Comprendre les microbes en tant que partenaires de la vie

Deux chercheurs de l'ETH Zurich ont reçu chacun 1,5 million de dollars de la Fondation Gordon and Betty Moore pour explorer les diverses relations symbiotiques entre les bactéries et les autres organismes aquatiques.
Une éponge jaune qui vit en symbiose avec les micro-organismes.

La vie est une symbiose - cela devient de plus en plus évident. Qu'il s'agisse de bactéries, de plantes, d'animaux ou d'êtres humains, tous les organismes sont colonisés par des microbes. Au sein de ces organismes, les microbes forment des communautés fascinantes et mutuellement bénéfiques. Le corail en est un exemple : il abrite des microalgues qui vivent dans ses tissus et donnent aux récifs coralliens leurs couleurs vives.

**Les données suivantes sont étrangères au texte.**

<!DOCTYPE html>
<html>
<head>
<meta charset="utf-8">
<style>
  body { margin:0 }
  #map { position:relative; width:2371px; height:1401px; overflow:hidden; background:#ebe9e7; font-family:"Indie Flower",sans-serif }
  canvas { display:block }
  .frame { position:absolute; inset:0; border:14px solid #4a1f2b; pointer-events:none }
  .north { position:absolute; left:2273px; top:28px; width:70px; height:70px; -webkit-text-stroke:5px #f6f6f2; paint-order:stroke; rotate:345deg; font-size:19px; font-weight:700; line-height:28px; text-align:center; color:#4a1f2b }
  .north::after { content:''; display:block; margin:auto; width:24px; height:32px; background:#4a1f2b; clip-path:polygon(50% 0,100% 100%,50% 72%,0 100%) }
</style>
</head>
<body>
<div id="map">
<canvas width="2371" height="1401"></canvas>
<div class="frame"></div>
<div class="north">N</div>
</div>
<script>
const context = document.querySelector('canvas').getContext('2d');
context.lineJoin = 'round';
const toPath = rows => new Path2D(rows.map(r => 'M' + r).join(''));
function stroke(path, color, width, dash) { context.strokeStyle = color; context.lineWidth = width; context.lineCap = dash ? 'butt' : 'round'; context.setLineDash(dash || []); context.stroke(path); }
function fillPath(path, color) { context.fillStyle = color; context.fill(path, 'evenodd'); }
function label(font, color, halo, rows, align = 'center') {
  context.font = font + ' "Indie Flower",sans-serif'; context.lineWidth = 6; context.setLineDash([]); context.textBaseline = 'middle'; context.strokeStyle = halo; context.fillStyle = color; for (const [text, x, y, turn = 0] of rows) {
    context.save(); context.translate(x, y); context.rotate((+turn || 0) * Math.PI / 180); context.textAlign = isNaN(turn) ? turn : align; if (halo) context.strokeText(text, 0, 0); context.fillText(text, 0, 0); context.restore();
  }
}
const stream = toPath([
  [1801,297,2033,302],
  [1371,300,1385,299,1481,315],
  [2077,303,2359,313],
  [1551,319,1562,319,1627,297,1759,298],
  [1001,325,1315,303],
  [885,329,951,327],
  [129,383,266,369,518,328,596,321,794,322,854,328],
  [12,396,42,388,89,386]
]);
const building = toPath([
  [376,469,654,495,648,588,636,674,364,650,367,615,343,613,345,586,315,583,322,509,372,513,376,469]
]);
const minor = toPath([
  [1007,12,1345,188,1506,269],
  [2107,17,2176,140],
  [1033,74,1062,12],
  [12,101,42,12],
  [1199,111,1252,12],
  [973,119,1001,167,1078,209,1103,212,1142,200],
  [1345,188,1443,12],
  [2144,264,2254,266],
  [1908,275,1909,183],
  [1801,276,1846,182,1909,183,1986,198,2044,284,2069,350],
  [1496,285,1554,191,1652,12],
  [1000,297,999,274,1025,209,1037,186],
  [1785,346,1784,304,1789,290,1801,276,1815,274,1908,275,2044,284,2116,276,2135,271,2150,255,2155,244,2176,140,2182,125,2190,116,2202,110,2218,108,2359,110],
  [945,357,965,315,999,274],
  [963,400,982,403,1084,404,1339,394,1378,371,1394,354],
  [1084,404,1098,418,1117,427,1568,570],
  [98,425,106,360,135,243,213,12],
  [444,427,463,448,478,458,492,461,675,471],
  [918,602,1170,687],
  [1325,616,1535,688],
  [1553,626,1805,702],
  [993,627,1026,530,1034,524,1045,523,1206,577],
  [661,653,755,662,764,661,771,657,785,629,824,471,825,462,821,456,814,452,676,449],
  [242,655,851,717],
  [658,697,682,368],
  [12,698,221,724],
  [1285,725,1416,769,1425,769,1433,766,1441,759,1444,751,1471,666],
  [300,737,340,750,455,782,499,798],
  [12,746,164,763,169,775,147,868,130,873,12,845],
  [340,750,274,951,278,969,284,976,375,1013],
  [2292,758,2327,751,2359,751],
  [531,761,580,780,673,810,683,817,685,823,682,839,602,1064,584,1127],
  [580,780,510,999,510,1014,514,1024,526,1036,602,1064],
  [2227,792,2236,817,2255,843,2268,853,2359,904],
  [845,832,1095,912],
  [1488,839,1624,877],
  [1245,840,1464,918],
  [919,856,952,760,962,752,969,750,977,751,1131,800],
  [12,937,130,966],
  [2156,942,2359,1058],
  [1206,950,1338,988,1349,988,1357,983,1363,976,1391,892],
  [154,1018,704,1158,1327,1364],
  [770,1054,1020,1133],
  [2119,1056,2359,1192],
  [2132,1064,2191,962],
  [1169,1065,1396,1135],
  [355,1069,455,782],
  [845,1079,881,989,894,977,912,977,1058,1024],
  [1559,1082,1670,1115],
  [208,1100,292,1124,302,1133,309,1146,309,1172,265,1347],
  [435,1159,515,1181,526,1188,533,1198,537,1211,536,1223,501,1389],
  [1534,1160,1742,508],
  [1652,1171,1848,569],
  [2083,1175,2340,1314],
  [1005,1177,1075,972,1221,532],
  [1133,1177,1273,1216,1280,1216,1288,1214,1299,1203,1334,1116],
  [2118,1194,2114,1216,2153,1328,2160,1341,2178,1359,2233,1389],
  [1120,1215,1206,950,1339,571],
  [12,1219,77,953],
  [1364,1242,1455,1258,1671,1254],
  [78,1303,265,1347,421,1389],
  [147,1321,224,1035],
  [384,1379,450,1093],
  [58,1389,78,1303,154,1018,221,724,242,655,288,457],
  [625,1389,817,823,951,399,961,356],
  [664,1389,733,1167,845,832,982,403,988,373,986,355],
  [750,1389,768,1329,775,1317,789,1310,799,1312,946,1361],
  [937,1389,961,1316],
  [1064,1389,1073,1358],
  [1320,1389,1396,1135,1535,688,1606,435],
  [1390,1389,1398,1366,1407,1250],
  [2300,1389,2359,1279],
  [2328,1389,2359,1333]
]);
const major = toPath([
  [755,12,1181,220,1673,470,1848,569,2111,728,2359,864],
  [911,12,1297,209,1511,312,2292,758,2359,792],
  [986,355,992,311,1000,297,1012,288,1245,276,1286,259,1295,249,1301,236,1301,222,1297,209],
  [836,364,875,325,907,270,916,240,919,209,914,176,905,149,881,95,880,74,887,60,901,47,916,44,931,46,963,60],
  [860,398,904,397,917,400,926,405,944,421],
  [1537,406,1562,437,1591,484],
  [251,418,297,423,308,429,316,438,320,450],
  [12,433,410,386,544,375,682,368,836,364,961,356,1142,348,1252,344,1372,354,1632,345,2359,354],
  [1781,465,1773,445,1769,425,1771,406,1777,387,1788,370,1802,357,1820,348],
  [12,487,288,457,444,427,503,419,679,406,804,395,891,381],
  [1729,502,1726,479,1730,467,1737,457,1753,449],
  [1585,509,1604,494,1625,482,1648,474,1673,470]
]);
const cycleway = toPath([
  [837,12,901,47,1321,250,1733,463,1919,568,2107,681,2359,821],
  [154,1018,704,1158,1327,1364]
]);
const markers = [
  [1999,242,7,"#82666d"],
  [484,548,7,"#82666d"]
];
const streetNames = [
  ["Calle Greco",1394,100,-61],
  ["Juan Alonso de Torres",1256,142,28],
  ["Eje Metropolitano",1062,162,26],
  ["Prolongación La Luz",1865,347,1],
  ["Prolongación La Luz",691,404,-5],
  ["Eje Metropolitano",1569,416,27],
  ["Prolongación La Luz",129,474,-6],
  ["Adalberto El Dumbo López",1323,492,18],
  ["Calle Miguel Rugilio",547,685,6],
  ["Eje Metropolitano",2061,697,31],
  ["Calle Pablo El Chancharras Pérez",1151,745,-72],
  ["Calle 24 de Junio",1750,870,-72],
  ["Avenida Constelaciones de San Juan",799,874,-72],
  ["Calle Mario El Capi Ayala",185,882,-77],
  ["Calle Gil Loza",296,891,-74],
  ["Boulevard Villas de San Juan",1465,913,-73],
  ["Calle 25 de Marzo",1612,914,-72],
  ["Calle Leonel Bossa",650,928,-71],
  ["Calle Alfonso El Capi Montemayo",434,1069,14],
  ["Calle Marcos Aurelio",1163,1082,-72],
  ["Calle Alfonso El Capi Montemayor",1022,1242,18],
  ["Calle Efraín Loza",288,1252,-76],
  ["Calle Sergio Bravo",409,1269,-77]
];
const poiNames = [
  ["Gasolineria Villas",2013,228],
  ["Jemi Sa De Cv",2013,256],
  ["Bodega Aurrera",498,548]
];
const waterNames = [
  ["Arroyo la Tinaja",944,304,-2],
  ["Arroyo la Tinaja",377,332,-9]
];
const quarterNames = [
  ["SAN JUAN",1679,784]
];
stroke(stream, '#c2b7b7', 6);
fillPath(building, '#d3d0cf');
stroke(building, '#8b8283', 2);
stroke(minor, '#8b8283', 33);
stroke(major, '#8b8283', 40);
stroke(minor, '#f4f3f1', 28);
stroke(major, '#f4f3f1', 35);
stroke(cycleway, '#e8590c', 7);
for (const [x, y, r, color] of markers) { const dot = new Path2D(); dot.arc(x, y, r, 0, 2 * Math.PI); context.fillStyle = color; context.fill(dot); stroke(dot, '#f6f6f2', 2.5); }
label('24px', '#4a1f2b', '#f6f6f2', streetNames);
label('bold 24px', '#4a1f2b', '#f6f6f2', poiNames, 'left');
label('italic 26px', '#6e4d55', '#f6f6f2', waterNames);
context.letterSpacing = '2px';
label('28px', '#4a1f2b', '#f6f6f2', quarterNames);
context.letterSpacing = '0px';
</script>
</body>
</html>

Les scientifiques reconnaissent de plus en plus que ces symbioses sont cruciales pour le fonctionnement des écosystèmes et l'évolution. Cependant, la majorité de ces partenariats ont à peine fait l'objet de recherches.

Jörn Piel et Roman Stocker sont deux scientifiques qui étudient les relations secrètes des microbes marins à l'ETH Zurich. Ils vont maintenant recevoir chacun un "Investigator Award" de la célèbre Fondation Gordon and Betty Moore, d'un montant de 1,5 million de dollars. Le prix, qui est attribué sous forme de bourse, permet aux deux professeurs de l'ETH Zurich de faire des recherches sur les symbioses aquatiques impliquant des micro-organismes pendant cinq ans.

Des puces informatiques au financement de la recherche

Le co-fondateur d'Intel, Gordon Moore, et sa femme Betty ont créé la fondation californienne. Gordon Moore est devenu internationalement célèbre en tant que créateur de la loi de Moore sur le développement des puces d'ordinateur. Le couple a créé la fondation en 2000 avec un capital initial de 5 milliards de dollars. Depuis lors, ils ont soutenu des projets dans les domaines de la recherche fondamentale, de la protection de l'environnement et de la santé.

Avec l'initiative «Symbiosis in Aquatic Systems», la fondation soutient 15 projets de recherche individuels menés par des scientifiques de diverses universités du monde entier. Ils ont en commun de se concentrer sur les écosystèmes marins et d'eau douce, qui sont parmi les habitats les plus riches en biodiversité sur terre. L'initiative vise à comprendre comment fonctionnent les relations symbiotiques entre les bactéries, les algues unicellulaires et les organismes aquatiques, ainsi que les rôles écologiques qu'elles jouent.

Le projet de recherche de Jörn Piel s'articule autour des éponges marines, qui sont phylogénétiquement l'un des plus anciens animaux multicellulaires. Les éponges forment des partenariats intimes avec les bactéries, qui peuvent constituer une partie substantielle de la biomasse des éponges. Les bactéries des éponges produisent, entre autres, des substances défensives qui protègent la communauté contre les prédateurs et les organismes en surnombre.

"Nous voulons développer des méthodes pour caractériser plus précisément ces associations fascinantes mais insaisissables", explique Jörn Piel. Il s'intéresse aux substances bioactives et à la façon dont elles sont synthétisées par les bactéries. Ces substances naturelles, qui sont actuellement très difficiles d'accès, sont des candidats potentiels pour de nouveaux antibiotiques ou agents de traitement du cancer. Toutefois, la plupart des bactéries spongieuses ne peuvent pas être cultivées en laboratoire à ce jour.

Roman Stocker s'intéresse à la façon dont les microbes marins interagissent avec leur environnement. La bourse lui permet d'étudier la relation symbiotique entre deux acteurs majeurs de la chaîne alimentaire océanique : le phytoplancton et les bactéries hétérotrophes. Grâce à la photosynthèse, le phytoplancton produit la matière organique qui nourrit un large éventail d'organismes marins - y compris les bactéries hétérotrophes, qui dépendent de l'approvisionnement en substances organiques. En retour, le phytoplancton reçoit des nutriments inorganiques et des vitamines de la part des bactéries.

Roman Stocker vise à découvrir comment les microbes symbiotiques se trouvent, se lient et échangent des nutriments. "La façon dont les deux minuscules créatures travaillent ensemble affecte en fin de compte le cycle du carbone et le climat", dit-il. Pour Roman Stocker, c'est déjà le deuxième prix de recherche qu'il reçoit de la Fondation Moore.